- _Your goal_
Find the lines below that contain the word "list" and count them. Only the number should be given.
** Available data follows **
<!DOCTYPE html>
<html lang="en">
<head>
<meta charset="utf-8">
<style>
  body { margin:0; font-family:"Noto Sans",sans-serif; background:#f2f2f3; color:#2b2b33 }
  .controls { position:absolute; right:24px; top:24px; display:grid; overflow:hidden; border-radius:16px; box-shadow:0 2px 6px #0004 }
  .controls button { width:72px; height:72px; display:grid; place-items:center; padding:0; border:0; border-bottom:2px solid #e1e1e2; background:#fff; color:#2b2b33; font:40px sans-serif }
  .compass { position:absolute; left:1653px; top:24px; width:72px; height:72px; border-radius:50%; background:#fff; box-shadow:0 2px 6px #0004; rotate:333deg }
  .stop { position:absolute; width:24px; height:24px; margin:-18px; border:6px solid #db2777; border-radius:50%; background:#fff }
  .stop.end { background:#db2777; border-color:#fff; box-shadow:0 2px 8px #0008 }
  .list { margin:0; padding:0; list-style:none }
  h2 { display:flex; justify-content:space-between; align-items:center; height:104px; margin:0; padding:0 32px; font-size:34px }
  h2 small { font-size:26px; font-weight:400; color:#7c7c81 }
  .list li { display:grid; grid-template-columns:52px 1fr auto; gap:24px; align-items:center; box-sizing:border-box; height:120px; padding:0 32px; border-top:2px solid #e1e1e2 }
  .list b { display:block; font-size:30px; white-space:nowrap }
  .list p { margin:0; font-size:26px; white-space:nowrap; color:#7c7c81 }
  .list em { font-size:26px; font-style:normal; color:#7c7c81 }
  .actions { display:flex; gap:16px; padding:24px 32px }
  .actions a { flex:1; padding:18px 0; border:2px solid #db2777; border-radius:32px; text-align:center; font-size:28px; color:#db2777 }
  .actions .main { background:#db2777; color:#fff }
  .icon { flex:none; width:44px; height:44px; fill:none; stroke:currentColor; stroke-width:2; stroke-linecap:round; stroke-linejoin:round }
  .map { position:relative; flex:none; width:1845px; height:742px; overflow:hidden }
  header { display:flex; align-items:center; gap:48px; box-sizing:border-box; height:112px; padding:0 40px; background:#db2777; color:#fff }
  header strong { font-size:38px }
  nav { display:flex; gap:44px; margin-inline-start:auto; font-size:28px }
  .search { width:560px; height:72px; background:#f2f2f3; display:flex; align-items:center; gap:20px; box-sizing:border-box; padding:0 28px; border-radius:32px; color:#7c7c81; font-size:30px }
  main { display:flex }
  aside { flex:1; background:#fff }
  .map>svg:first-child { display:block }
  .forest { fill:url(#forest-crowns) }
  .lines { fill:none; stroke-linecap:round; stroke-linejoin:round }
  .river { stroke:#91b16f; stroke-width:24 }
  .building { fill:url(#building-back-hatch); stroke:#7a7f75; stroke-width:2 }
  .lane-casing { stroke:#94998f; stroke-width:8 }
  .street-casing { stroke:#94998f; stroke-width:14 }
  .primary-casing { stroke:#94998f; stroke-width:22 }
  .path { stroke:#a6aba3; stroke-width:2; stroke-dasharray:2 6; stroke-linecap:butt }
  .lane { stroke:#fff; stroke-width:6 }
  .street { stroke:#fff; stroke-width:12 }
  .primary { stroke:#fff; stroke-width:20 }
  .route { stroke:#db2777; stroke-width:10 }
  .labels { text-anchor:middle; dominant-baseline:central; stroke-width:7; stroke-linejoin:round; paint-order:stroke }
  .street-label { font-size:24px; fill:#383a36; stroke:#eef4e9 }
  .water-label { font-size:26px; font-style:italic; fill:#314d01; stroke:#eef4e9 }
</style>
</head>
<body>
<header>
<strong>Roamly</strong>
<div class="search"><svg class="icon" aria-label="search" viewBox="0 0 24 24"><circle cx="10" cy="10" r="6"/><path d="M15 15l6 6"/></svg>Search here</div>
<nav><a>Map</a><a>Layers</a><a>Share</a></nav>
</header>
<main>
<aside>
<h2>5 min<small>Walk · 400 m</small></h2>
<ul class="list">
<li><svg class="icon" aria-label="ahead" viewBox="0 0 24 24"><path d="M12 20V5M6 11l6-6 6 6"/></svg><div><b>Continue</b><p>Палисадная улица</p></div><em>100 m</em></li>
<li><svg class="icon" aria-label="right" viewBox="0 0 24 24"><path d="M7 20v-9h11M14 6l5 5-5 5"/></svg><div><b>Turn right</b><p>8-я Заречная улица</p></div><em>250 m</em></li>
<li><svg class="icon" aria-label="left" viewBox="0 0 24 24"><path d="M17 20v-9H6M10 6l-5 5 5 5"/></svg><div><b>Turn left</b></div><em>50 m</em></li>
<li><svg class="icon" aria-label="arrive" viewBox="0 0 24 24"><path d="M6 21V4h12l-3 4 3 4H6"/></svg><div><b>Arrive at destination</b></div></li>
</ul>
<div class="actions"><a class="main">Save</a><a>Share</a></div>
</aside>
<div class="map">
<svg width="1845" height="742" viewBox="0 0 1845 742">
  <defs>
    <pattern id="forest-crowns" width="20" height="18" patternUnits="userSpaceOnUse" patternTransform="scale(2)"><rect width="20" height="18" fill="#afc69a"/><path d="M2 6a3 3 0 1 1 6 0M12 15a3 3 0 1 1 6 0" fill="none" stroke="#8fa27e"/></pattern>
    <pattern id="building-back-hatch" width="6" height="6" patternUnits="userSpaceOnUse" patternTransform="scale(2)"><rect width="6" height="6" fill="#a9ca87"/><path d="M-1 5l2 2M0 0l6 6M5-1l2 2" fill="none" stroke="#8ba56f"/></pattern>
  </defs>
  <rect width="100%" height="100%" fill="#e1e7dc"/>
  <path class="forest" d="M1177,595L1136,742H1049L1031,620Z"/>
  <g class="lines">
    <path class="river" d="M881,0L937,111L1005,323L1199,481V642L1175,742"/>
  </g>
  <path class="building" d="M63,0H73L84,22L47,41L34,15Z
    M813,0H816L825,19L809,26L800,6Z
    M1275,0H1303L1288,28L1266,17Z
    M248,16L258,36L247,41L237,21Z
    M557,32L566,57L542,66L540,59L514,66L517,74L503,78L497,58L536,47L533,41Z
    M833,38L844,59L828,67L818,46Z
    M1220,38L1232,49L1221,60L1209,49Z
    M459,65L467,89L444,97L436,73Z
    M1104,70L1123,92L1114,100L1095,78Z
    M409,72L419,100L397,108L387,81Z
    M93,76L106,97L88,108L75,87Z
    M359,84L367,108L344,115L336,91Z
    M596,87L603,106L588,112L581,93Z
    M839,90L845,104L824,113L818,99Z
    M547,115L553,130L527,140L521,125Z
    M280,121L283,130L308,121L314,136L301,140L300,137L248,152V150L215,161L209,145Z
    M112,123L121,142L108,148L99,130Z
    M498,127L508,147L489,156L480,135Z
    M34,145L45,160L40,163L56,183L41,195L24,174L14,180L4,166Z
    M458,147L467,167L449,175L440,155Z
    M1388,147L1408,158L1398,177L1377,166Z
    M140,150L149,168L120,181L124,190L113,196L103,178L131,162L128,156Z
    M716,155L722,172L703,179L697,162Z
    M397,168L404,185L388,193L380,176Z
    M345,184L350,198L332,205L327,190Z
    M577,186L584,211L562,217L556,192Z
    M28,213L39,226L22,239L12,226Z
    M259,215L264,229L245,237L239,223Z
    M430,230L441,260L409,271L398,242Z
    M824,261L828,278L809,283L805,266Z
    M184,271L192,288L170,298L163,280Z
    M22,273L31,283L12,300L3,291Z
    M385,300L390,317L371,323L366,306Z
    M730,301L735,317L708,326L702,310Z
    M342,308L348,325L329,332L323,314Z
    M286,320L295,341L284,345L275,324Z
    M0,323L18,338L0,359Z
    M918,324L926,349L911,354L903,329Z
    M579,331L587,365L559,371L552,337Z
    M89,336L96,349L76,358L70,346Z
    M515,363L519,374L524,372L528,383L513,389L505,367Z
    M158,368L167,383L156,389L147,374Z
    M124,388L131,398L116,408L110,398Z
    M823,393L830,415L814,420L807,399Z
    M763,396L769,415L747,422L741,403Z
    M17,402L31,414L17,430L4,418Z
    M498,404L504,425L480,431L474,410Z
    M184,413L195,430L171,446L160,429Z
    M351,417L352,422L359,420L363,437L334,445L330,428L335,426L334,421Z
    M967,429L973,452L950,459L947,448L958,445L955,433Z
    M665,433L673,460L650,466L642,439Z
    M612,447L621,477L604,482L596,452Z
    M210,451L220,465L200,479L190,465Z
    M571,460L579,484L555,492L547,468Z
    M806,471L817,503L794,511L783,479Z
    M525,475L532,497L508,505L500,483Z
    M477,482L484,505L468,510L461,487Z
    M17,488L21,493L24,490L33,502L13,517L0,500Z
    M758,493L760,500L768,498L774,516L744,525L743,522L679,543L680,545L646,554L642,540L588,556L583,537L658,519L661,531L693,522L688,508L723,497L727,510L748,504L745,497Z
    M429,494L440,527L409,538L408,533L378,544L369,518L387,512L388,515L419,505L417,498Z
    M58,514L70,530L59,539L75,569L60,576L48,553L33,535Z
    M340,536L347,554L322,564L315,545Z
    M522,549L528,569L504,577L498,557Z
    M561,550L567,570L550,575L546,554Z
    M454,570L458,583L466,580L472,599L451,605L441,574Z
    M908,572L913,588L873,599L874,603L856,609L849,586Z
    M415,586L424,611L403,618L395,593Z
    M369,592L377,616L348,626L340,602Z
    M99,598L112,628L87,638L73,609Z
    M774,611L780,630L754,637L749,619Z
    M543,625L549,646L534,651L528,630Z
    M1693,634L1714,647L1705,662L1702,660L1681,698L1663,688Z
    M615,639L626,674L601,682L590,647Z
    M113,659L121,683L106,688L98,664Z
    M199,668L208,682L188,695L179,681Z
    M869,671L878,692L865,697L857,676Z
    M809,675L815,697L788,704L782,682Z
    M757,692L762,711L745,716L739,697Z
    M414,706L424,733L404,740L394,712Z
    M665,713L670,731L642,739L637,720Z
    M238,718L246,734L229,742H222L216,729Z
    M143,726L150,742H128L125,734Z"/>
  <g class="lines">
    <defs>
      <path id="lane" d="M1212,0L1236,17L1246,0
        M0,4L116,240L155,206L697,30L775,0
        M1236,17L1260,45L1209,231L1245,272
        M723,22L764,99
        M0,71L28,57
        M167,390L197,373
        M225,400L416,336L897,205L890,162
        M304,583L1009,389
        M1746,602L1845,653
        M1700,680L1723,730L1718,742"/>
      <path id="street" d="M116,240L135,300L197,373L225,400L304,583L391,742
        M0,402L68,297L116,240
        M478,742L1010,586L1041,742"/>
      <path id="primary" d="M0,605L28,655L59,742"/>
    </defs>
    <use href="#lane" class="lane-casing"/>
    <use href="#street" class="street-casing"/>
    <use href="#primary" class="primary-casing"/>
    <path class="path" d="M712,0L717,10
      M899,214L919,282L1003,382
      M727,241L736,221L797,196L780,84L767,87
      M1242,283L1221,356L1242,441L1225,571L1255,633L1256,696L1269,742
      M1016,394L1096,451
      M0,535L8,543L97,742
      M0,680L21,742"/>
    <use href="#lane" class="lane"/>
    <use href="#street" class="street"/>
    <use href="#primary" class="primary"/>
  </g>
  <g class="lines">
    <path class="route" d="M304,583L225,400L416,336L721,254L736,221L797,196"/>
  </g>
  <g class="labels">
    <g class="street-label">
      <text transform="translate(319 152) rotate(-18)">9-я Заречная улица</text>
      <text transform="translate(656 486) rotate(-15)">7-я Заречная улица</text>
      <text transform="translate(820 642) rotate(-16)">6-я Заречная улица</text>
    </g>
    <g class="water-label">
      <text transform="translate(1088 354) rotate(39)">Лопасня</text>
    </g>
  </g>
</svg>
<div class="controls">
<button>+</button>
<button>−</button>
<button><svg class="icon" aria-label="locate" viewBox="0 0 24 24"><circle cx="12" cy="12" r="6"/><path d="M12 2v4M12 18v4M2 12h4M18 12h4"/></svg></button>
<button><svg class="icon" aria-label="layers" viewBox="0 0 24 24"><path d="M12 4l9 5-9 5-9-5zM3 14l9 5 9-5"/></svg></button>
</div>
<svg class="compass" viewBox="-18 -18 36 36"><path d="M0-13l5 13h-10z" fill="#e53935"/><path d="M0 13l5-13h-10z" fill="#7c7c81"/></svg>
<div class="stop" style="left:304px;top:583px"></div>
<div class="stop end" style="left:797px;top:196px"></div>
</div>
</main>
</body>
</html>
** End of Available data **
- _Response to this exercise_
6